BEGIN

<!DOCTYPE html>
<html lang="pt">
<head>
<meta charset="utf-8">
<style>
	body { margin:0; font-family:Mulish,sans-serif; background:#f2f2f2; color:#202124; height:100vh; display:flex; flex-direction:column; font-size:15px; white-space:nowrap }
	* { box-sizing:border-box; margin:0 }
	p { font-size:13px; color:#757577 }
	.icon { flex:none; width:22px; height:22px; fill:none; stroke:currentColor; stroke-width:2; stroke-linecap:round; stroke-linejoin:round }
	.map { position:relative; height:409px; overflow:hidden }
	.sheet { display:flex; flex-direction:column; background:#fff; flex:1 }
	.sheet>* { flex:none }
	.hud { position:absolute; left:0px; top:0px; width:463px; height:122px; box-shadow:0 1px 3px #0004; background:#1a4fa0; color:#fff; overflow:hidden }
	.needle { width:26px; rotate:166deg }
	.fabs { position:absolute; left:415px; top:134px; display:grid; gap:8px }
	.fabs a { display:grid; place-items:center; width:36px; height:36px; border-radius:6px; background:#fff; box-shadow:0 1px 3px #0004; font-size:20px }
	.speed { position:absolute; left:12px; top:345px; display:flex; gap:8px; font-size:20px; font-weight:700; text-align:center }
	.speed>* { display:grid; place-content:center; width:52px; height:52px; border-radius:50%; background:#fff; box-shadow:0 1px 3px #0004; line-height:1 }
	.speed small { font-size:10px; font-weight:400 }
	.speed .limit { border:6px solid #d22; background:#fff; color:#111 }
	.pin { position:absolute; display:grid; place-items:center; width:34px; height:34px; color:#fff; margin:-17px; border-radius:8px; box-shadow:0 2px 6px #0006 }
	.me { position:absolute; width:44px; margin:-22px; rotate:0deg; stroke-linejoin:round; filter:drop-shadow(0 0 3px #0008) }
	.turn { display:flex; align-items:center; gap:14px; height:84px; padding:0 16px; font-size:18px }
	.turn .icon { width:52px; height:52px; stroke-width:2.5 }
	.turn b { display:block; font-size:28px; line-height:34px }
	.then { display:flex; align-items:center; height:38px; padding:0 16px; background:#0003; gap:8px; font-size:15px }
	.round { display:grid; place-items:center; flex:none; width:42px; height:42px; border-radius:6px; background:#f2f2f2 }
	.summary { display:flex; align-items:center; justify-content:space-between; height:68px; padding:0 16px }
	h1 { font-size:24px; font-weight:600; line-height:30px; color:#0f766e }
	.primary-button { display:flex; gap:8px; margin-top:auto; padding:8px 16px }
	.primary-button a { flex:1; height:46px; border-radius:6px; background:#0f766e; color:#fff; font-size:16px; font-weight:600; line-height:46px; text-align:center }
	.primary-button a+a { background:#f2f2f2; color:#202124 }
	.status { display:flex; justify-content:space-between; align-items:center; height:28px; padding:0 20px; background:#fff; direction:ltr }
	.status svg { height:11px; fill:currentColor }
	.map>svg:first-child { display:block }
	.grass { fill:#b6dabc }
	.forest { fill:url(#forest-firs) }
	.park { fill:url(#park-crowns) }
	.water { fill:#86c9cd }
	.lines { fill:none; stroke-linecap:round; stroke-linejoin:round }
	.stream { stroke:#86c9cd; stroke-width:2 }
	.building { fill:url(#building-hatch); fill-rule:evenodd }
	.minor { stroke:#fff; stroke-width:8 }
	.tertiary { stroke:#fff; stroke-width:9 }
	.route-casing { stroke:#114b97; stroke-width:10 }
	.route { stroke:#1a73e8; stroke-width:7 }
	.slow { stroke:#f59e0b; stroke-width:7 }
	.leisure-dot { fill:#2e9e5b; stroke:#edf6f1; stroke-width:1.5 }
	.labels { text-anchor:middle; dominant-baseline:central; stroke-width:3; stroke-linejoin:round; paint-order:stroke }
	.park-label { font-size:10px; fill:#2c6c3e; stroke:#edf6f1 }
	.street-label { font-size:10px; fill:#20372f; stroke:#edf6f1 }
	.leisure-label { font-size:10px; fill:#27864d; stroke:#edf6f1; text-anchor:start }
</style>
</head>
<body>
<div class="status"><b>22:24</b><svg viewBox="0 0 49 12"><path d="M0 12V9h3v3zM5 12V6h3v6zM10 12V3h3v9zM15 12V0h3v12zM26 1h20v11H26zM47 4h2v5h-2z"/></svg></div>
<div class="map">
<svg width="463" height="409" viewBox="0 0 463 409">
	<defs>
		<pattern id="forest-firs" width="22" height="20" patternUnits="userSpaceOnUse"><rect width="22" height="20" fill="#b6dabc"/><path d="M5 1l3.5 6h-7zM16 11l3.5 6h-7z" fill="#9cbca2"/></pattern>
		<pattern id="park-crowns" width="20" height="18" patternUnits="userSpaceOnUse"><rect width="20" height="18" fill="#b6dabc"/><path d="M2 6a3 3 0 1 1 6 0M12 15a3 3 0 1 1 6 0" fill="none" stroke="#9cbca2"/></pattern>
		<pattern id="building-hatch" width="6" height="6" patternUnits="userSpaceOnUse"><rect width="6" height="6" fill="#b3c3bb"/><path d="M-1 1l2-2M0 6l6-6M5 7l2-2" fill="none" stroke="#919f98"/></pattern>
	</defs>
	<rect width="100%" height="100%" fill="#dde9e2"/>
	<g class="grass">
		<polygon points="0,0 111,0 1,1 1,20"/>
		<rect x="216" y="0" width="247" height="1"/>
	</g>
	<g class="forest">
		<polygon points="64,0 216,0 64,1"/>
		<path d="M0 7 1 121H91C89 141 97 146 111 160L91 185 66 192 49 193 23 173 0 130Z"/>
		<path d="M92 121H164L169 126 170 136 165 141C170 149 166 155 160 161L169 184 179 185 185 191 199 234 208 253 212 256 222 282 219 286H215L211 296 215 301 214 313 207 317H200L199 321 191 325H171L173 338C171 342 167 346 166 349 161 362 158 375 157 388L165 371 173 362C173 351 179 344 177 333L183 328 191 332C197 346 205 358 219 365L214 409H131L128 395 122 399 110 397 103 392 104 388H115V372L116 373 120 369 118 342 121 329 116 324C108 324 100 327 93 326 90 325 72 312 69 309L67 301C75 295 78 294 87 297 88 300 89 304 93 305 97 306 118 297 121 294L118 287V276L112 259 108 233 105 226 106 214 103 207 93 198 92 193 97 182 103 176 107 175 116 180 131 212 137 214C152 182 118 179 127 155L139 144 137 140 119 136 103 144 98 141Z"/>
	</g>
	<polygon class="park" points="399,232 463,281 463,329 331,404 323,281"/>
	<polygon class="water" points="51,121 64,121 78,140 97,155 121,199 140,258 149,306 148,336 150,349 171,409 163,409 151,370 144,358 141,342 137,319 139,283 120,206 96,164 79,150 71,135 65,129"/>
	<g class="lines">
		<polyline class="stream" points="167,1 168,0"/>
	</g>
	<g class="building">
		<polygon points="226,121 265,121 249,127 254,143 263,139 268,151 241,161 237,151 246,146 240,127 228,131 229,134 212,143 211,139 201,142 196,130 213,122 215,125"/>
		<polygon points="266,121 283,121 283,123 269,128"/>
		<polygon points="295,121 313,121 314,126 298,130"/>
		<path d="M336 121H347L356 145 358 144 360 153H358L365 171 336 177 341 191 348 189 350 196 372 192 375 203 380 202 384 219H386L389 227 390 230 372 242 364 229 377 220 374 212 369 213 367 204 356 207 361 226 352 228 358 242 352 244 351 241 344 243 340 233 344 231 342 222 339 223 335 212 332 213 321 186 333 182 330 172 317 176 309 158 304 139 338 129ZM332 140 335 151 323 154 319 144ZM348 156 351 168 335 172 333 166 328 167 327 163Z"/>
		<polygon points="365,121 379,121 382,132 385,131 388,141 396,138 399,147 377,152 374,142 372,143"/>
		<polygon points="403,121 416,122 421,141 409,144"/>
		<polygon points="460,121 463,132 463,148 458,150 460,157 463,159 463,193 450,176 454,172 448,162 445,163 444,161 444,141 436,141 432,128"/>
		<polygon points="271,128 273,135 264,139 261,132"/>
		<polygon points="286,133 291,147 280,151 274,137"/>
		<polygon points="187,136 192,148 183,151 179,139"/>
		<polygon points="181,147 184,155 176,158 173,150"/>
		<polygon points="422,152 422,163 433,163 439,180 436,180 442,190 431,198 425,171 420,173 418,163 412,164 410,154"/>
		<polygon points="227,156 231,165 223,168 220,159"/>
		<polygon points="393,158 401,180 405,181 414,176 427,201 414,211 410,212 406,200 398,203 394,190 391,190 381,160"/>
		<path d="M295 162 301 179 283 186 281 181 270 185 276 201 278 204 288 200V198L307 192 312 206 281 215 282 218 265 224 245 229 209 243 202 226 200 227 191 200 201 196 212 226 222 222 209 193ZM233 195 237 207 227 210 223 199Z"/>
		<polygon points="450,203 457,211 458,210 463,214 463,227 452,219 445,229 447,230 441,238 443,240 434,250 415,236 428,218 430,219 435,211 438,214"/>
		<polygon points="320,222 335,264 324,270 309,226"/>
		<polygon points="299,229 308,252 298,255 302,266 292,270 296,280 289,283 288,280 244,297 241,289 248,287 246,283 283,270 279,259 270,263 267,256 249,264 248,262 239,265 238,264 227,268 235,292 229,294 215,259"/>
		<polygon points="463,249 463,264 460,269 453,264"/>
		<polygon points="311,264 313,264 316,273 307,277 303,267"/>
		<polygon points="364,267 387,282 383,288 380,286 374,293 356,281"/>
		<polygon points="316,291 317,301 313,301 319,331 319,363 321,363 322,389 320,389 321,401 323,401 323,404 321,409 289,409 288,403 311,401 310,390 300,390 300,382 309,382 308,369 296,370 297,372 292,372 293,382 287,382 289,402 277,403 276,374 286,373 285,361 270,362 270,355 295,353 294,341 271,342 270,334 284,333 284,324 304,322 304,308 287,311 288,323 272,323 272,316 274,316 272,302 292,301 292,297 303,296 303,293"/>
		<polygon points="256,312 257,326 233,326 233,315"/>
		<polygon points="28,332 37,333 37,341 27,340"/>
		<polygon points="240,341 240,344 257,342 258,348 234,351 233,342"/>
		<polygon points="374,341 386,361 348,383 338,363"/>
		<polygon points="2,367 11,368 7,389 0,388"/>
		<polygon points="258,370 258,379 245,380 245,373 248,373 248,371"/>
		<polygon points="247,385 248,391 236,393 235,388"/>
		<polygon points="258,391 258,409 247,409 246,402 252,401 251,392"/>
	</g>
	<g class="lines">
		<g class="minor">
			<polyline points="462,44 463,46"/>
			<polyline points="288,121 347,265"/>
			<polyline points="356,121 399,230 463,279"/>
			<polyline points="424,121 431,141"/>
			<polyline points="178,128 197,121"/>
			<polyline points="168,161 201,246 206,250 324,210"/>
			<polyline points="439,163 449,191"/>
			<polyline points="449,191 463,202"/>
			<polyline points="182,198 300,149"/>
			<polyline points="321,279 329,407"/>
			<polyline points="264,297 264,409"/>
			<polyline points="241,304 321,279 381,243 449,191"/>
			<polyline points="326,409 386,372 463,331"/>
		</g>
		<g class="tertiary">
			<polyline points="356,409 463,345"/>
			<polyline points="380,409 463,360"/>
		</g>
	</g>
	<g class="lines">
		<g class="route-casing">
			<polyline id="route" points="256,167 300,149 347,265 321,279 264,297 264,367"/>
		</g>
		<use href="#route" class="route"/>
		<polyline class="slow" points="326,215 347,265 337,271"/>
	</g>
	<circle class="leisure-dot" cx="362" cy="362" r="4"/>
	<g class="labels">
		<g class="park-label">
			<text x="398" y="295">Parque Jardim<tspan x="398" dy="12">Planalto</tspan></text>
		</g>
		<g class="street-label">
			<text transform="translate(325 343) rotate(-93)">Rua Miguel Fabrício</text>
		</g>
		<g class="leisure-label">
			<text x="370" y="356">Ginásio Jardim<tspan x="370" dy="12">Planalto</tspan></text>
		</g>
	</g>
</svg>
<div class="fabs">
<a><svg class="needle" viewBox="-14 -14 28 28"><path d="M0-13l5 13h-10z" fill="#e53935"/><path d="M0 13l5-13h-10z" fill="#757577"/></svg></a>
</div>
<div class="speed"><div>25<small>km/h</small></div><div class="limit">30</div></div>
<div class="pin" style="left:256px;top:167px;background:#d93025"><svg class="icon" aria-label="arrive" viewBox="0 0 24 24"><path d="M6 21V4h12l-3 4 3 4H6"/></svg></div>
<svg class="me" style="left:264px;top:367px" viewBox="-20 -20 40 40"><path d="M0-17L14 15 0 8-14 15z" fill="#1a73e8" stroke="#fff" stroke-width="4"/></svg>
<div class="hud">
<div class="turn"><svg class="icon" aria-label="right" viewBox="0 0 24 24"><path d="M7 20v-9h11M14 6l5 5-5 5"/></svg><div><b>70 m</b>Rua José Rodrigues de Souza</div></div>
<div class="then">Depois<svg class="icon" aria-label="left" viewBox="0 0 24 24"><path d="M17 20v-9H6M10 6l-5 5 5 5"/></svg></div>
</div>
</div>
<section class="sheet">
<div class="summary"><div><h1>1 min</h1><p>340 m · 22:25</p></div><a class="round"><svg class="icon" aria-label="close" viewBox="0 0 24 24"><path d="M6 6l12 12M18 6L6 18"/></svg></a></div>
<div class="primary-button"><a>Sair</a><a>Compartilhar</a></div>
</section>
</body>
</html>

END

§ **INSTRUCTIONS FOR THE TASK**
When a line in the records above holds "limit", that line is to be reported.

§ **ANSWER FOR THIS EXERCISE**
	.speed .limit { border:6px solid #d22; background:#fff; color:#111 }
<div class="speed"><div>25<small>km/h</small></div><div class="limit">30</div></div>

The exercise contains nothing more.